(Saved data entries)
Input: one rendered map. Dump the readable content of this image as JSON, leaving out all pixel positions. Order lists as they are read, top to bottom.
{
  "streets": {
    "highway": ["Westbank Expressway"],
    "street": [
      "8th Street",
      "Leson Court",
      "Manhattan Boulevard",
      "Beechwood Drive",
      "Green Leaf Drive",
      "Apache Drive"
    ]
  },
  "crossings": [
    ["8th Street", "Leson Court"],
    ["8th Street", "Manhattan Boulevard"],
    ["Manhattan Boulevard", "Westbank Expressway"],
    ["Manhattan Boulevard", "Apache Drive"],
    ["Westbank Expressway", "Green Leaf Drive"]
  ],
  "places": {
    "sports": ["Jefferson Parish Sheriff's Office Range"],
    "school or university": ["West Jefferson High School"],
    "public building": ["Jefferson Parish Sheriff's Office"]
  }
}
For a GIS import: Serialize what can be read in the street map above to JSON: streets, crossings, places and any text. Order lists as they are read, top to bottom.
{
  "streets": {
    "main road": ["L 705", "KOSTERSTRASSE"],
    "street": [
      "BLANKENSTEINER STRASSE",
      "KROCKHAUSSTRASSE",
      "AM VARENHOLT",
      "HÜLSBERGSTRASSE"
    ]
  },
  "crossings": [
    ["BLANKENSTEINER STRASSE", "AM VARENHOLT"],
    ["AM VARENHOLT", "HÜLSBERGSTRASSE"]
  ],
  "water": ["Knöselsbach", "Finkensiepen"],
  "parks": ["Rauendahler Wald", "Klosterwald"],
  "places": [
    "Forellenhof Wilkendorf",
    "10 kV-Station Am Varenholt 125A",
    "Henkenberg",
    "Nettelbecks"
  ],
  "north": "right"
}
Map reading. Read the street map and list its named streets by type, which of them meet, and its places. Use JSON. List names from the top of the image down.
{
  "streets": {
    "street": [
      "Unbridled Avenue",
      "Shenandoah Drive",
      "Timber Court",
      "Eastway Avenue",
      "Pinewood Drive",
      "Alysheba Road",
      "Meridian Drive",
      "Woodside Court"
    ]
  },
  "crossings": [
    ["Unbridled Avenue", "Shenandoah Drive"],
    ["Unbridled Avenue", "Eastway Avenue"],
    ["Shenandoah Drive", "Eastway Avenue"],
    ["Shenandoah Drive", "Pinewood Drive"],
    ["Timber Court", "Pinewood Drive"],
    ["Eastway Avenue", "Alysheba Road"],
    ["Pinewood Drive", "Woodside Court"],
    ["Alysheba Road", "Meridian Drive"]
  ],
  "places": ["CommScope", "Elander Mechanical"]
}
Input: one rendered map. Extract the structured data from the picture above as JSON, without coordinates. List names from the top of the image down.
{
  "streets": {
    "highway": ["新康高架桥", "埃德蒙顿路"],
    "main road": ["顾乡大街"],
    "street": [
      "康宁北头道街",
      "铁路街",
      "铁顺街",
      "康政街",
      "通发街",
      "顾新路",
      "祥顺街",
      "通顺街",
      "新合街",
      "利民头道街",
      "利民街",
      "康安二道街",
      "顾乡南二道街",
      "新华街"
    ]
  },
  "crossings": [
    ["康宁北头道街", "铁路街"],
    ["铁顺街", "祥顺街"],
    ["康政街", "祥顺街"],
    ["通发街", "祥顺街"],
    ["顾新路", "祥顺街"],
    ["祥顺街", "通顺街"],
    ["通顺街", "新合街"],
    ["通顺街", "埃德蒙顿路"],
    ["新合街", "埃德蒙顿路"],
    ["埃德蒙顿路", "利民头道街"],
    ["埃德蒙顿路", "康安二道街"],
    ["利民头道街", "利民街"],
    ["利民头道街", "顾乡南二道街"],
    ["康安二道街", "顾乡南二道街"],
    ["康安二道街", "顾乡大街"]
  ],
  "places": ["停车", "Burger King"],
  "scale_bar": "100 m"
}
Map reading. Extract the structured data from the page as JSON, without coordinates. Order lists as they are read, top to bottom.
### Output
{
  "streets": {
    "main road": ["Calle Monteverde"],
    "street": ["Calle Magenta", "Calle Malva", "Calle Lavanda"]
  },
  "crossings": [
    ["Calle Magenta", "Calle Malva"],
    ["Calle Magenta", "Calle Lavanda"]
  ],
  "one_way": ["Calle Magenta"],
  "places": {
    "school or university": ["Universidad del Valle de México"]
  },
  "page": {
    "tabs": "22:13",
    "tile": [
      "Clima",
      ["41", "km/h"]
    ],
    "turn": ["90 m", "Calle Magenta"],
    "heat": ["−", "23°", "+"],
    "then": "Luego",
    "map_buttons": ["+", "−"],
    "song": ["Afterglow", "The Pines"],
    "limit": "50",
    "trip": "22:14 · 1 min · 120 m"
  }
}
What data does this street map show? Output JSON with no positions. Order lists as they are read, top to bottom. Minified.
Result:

> **ACTION ITEM**:
The expected output is an exact copy of all the records above.

> **FINISHED EXERCISE**:
Input: one rendered map. Dump the readable content of this image as JSON, leaving out all pixel positions. Order lists as they are read, top to bottom.
{
  "streets": {
    "highway": ["Westbank Expressway"],
    "street": [
      "8th Street",
      "Leson Court",
      "Manhattan Boulevard",
      "Beechwood Drive",
      "Green Leaf Drive",
      "Apache Drive"
    ]
  },
  "crossings": [
    ["8th Street", "Leson Court"],
    ["8th Street", "Manhattan Boulevard"],
    ["Manhattan Boulevard", "Westbank Expressway"],
    ["Manhattan Boulevard", "Apache Drive"],
    ["Westbank Expressway", "Green Leaf Drive"]
  ],
  "places": {
    "sports": ["Jefferson Parish Sheriff's Office Range"],
    "school or university": ["West Jefferson High School"],
    "public building": ["Jefferson Parish Sheriff's Office"]
  }
}
For a GIS import: Serialize what can be read in the street map above to JSON: streets, crossings, places and any text. Order lists as they are read, top to bottom.
{
  "streets": {
    "main road": ["L 705", "KOSTERSTRASSE"],
    "street": [
      "BLANKENSTEINER STRASSE",
      "KROCKHAUSSTRASSE",
      "AM VARENHOLT",
      "HÜLSBERGSTRASSE"
    ]
  },
  "crossings": [
    ["BLANKENSTEINER STRASSE", "AM VARENHOLT"],
    ["AM VARENHOLT", "HÜLSBERGSTRASSE"]
  ],
  "water": ["Knöselsbach", "Finkensiepen"],
  "parks": ["Rauendahler Wald", "Klosterwald"],
  "places": [
    "Forellenhof Wilkendorf",
    "10 kV-Station Am Varenholt 125A",
    "Henkenberg",
    "Nettelbecks"
  ],
  "north": "right"
}
Map reading. Read the street map and list its named streets by type, which of them meet, and its places. Use JSON. List names from the top of the image down.
{
  "streets": {
    "street": [
      "Unbridled Avenue",
      "Shenandoah Drive",
      "Timber Court",
      "Eastway Avenue",
      "Pinewood Drive",
      "Alysheba Road",
      "Meridian Drive",
      "Woodside Court"
    ]
  },
  "crossings": [
    ["Unbridled Avenue", "Shenandoah Drive"],
    ["Unbridled Avenue", "Eastway Avenue"],
    ["Shenandoah Drive", "Eastway Avenue"],
    ["Shenandoah Drive", "Pinewood Drive"],
    ["Timber Court", "Pinewood Drive"],
    ["Eastway Avenue", "Alysheba Road"],
    ["Pinewood Drive", "Woodside Court"],
    ["Alysheba Road", "Meridian Drive"]
  ],
  "places": ["CommScope", "Elander Mechanical"]
}
Input: one rendered map. Extract the structured data from the picture above as JSON, without coordinates. List names from the top of the image down.
{
  "streets": {
    "highway": ["新康高架桥", "埃德蒙顿路"],
    "main road": ["顾乡大街"],
    "street": [
      "康宁北头道街",
      "铁路街",
      "铁顺街",
      "康政街",
      "通发街",
      "顾新路",
      "祥顺街",
      "通顺街",
      "新合街",
      "利民头道街",
      "利民街",
      "康安二道街",
      "顾乡南二道街",
      "新华街"
    ]
  },
  "crossings": [
    ["康宁北头道街", "铁路街"],
    ["铁顺街", "祥顺街"],
    ["康政街", "祥顺街"],
    ["通发街", "祥顺街"],
    ["顾新路", "祥顺街"],
    ["祥顺街", "通顺街"],
    ["通顺街", "新合街"],
    ["通顺街", "埃德蒙顿路"],
    ["新合街", "埃德蒙顿路"],
    ["埃德蒙顿路", "利民头道街"],
    ["埃德蒙顿路", "康安二道街"],
    ["利民头道街", "利民街"],
    ["利民头道街", "顾乡南二道街"],
    ["康安二道街", "顾乡南二道街"],
    ["康安二道街", "顾乡大街"]
  ],
  "places": ["停车", "Burger King"],
  "scale_bar": "100 m"
}
Map reading. Extract the structured data from the page as JSON, without coordinates. Order lists as they are read, top to bottom.
### Output
{
  "streets": {
    "main road": ["Calle Monteverde"],
    "street": ["Calle Magenta", "Calle Malva", "Calle Lavanda"]
  },
  "crossings": [
    ["Calle Magenta", "Calle Malva"],
    ["Calle Magenta", "Calle Lavanda"]
  ],
  "one_way": ["Calle Magenta"],
  "places": {
    "school or university": ["Universidad del Valle de México"]
  },
  "page": {
    "tabs": "22:13",
    "tile": [
      "Clima",
      ["41", "km/h"]
    ],
    "turn": ["90 m", "Calle Magenta"],
    "heat": ["−", "23°", "+"],
    "then": "Luego",
    "map_buttons": ["+", "−"],
    "song": ["Afterglow", "The Pines"],
    "limit": "50",
    "trip": "22:14 · 1 min · 120 m"
  }
}
What data does this street map show? Output JSON with no positions. Order lists as they are read, top to bottom. Minified.
Result:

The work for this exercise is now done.